After the Git (ongoing) fiasco around the SHA hash transition, for anyone who missed the memo a base requirement to any sane solution is a protocol version number at the very beginning of your comms.
If that version number increases, future versions can decide what to do, regardless of $TODAYS assumptions being right or wrong.
But (as with Git), when even a version # does not exist, you have the mess of deep protocol diving to determine some arcane corner case which implies the old vs some new, version, or perhaps a massive global flag day to simply drop the old (i.e. current) protocol altogether.
In other words, don't build in such pain - begin all communications with a version number.
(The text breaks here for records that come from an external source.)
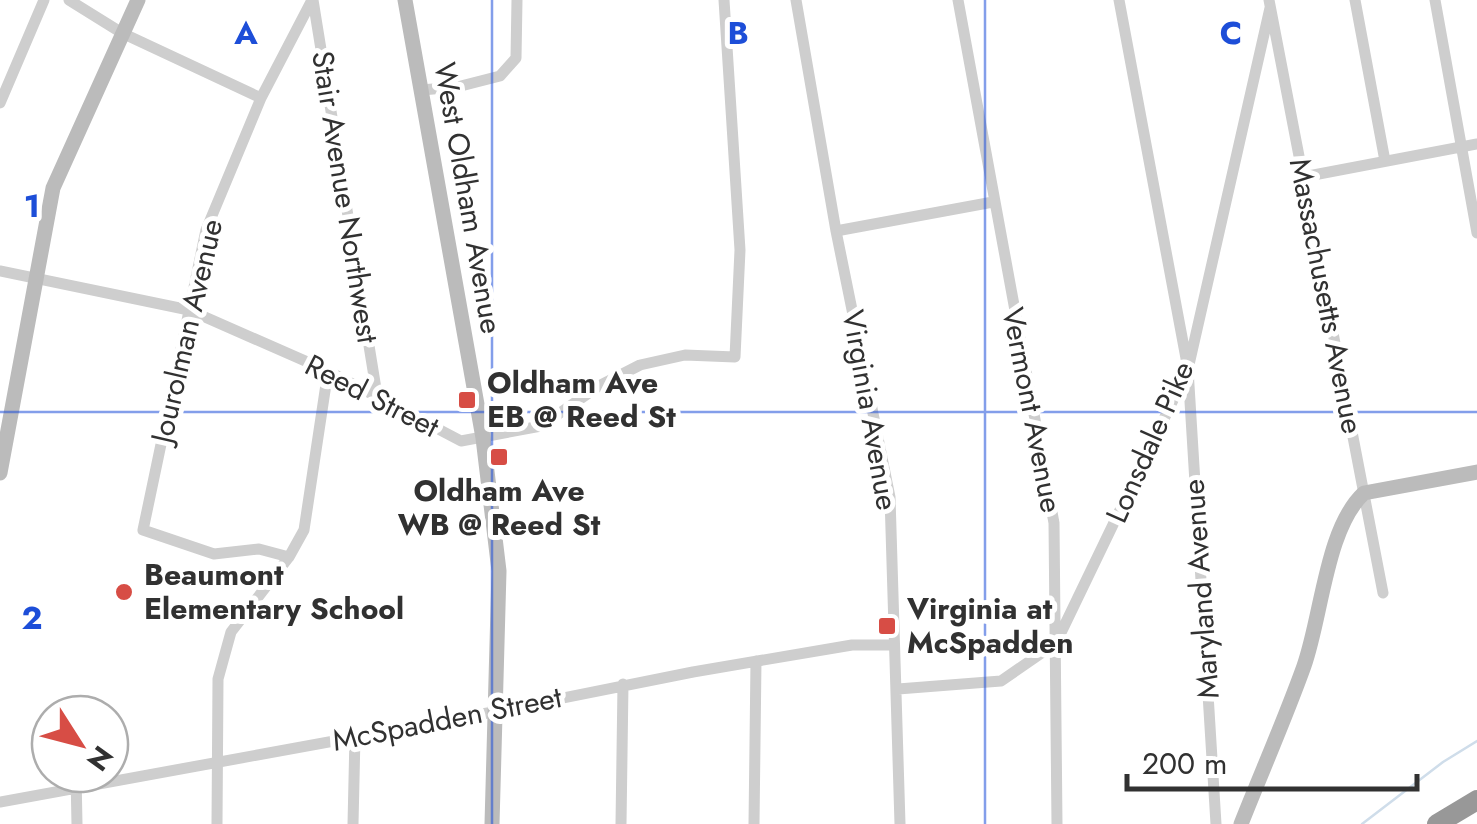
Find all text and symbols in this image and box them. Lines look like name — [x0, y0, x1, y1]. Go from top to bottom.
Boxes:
text: A — [233, 10, 258, 56]
text: B — [727, 10, 749, 56]
text: C — [1220, 10, 1242, 56]
street label: Stair Avenue Northwest — [301, 48, 390, 347]
street label: West Oldham Avenue — [423, 59, 514, 337]
street label: Massachusetts Avenue — [1279, 155, 1374, 437]
text: 1 — [24, 183, 40, 229]
street label: Jourolman Avenue — [139, 215, 233, 451]
street label: Vermont Avenue — [992, 304, 1073, 516]
street label: Virginia Avenue — [832, 306, 909, 513]
street label: Reed Street — [298, 343, 447, 448]
street label: Lonsdale Pike — [1095, 354, 1204, 530]
place label: Oldham Ave EB @ Reed St — [487, 361, 676, 438]
marker: Oldham Ave EB @ Reed St — [456, 389, 478, 411]
marker: Oldham Ave WB @ Reed St — [488, 446, 510, 468]
place label: Oldham Ave WB @ Reed St — [398, 469, 601, 546]
street label: Maryland Avenue — [1171, 478, 1230, 700]
place label: Beaumont Elementary School — [144, 553, 404, 630]
marker: Beaumont Elementary School — [113, 581, 135, 603]
place label: Virginia at McSpadden — [906, 587, 1073, 664]
text: 2 — [22, 595, 43, 641]
marker: Virginia at McSpadden — [876, 615, 898, 637]
street label: McSpadden Street — [329, 675, 566, 762]
north arrow — [30, 694, 130, 794]
scale bar — [1127, 729, 1417, 791]
text: N — [77, 737, 123, 779]
text: 200 m — [1142, 742, 1227, 785]

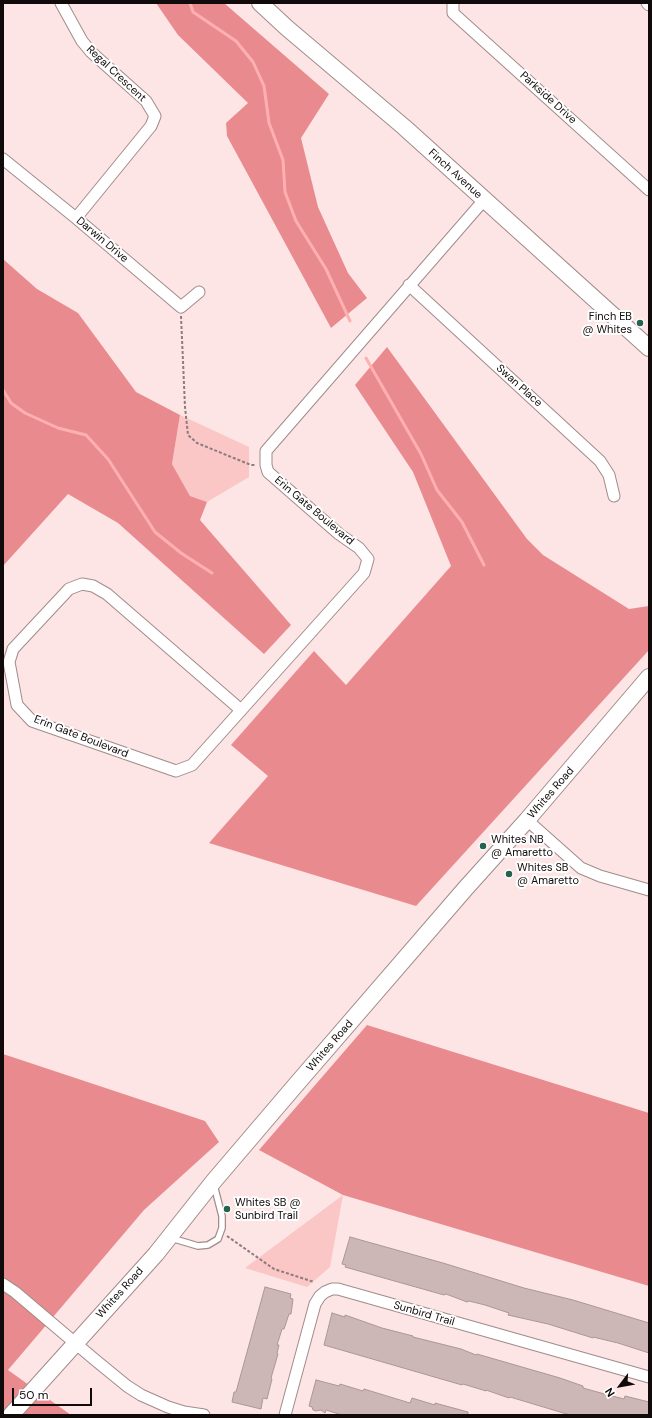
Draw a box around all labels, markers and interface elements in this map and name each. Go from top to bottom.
street label: Regal Crescent [83,43,149,105]
street label: Parkside Drive [517,69,579,127]
street label: Finch Avenue [425,146,485,202]
street label: Darwin Drive [73,214,131,266]
place label: Finch EB @ Whites [582,310,632,336]
marker: Finch EB @ Whites [635,318,645,328]
street label: Swan Place [493,362,545,410]
street label: Erin Gate Boulevard [272,474,356,548]
street label: Erin Gate Boulevard [32,713,130,761]
street label: Whites Road [525,764,577,822]
place label: Whites NB @ Amaretto [491,833,553,859]
marker: Whites NB @ Amaretto [478,841,488,851]
place label: Whites SB @ Amaretto [517,861,579,887]
marker: Whites SB @ Amaretto [504,869,514,879]
street label: Whites Road [304,1017,356,1075]
place label: Whites SB @ Sunbird Trail [235,1196,300,1222]
marker: Whites SB @ Sunbird Trail [222,1204,232,1214]
street label: Whites Road [94,1265,146,1321]
street label: Sunbird Trail [392,1299,456,1329]
north arrow [600,1366,640,1406]
scale bar [14,1380,94,1406]
text: N [602,1385,618,1399]
text: 50 m [19,1387,48,1403]

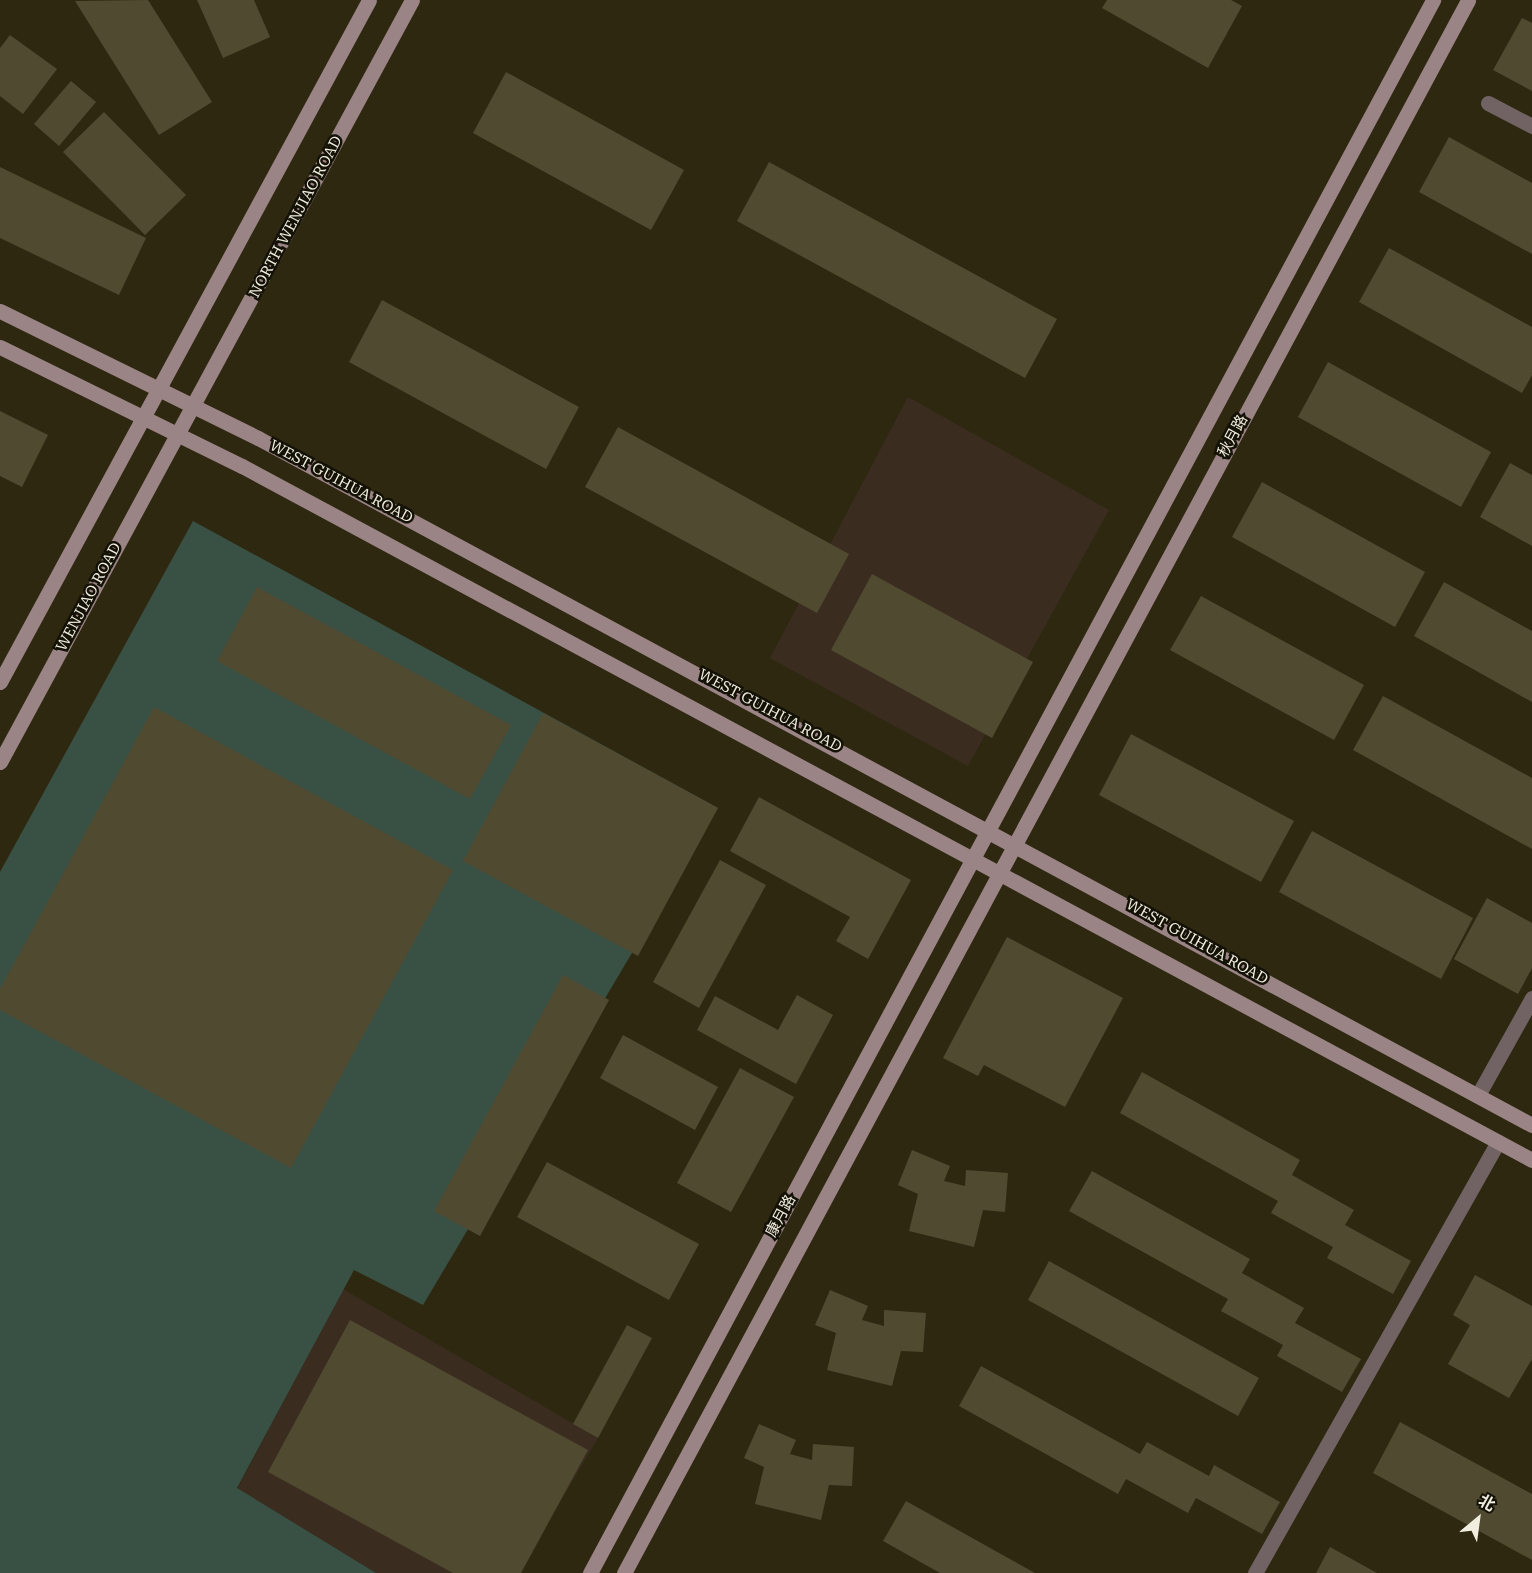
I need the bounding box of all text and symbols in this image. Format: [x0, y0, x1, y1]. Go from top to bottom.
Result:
street label: NORTH WENJIAO ROAD [246, 133, 346, 301]
street label: 秋月路 [1214, 412, 1252, 460]
street label: WEST GUIHUA ROAD [266, 437, 416, 527]
street label: WENJIAO ROAD [53, 540, 125, 654]
street label: WEST GUIHUA ROAD [695, 666, 845, 756]
street label: WEST GUIHUA ROAD [1123, 895, 1271, 989]
street label: 康月路 [762, 1192, 800, 1240]
north arrow [1448, 1489, 1508, 1549]
text: 北 [1475, 1491, 1499, 1515]

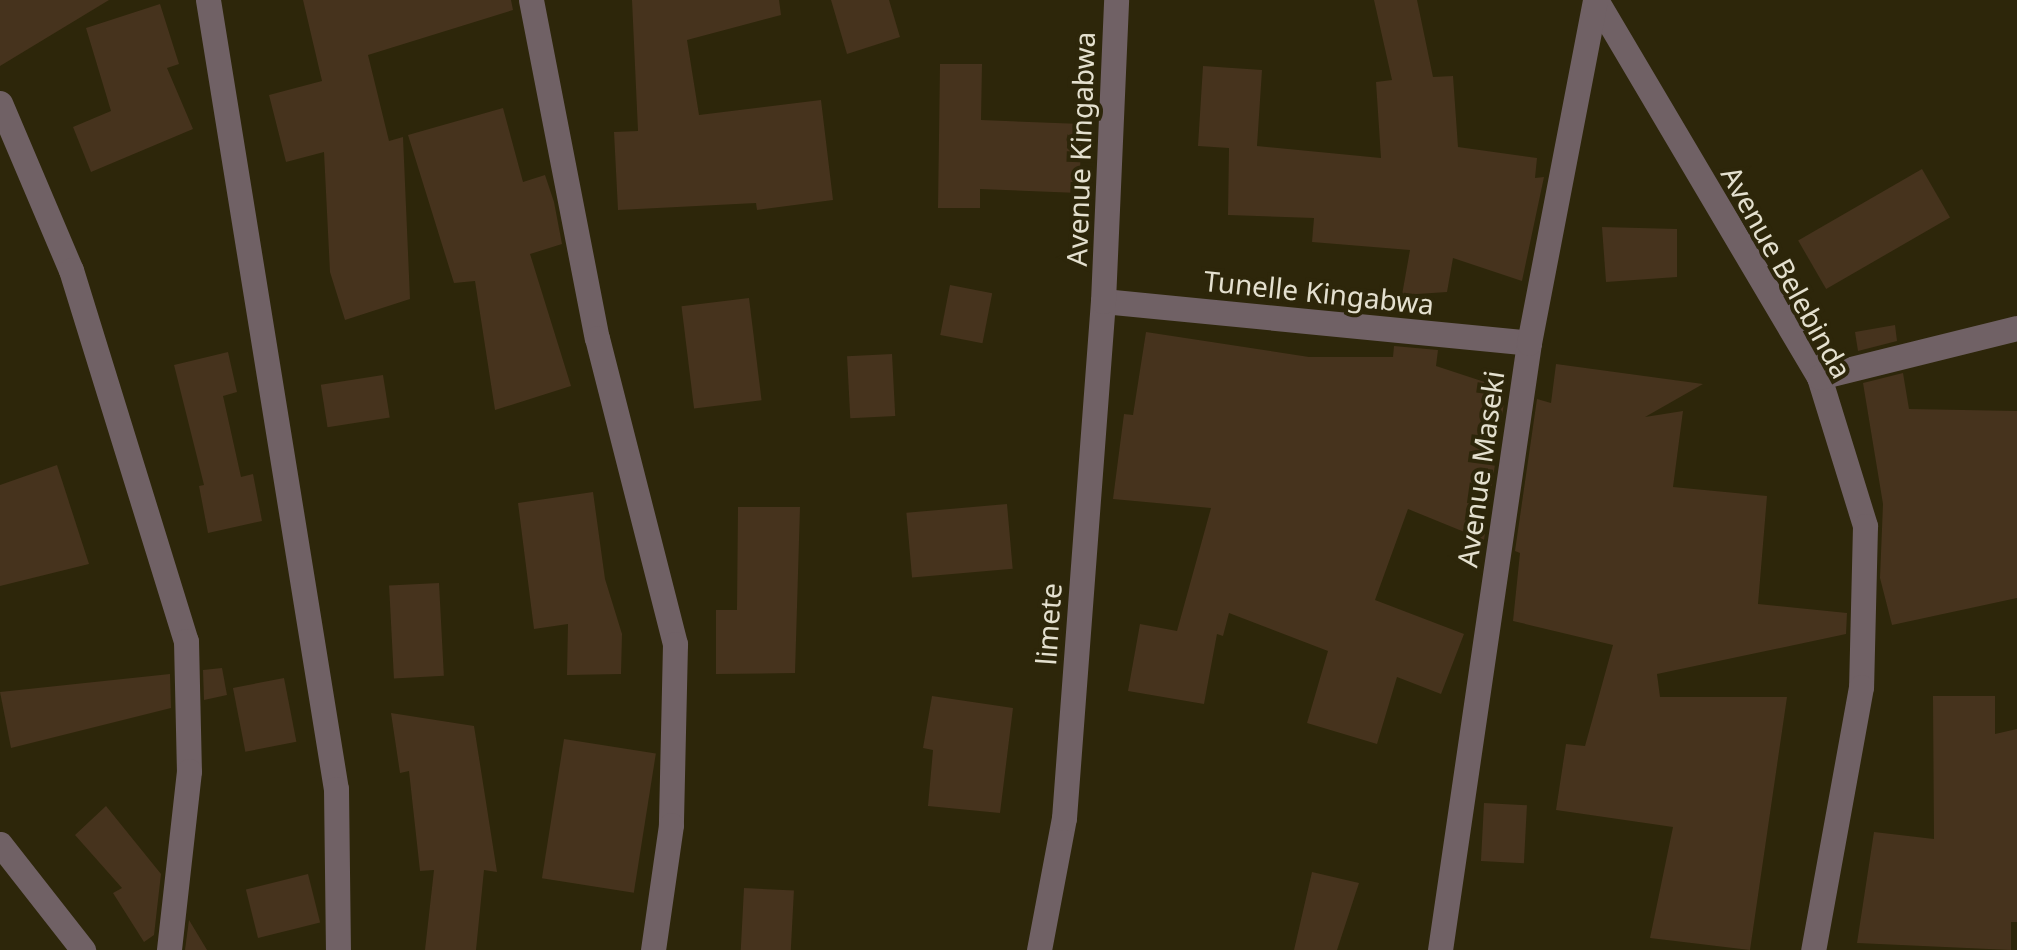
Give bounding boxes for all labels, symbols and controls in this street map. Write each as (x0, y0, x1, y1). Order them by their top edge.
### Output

A minimal solution is to mechanize protocol versioning is to have only 2 version implementations of the protocol, same concept of double-buffer applied to algorithms instead of data. Having only to maintain the 'current version' and the 'previous version'. This scheme only works in systems that are automatically updated because nodes that require human intervention will easily lose sync with the network.
<don't take it personally but> You are not smart enough to know all the future proto/crypto/etc-o changes that might be required, should your software - or even just your protocol - prove to become popular one day.
I don't know the future of crypto all I bet is they will provide hasing, signing, verifying and encryption capabilities using public key infrastructure. With this abstraction, and a systematic way of evolving the version of the protocol that can discard previously-used cyber-suites is what a platform needs from cryptography to enforce privacy.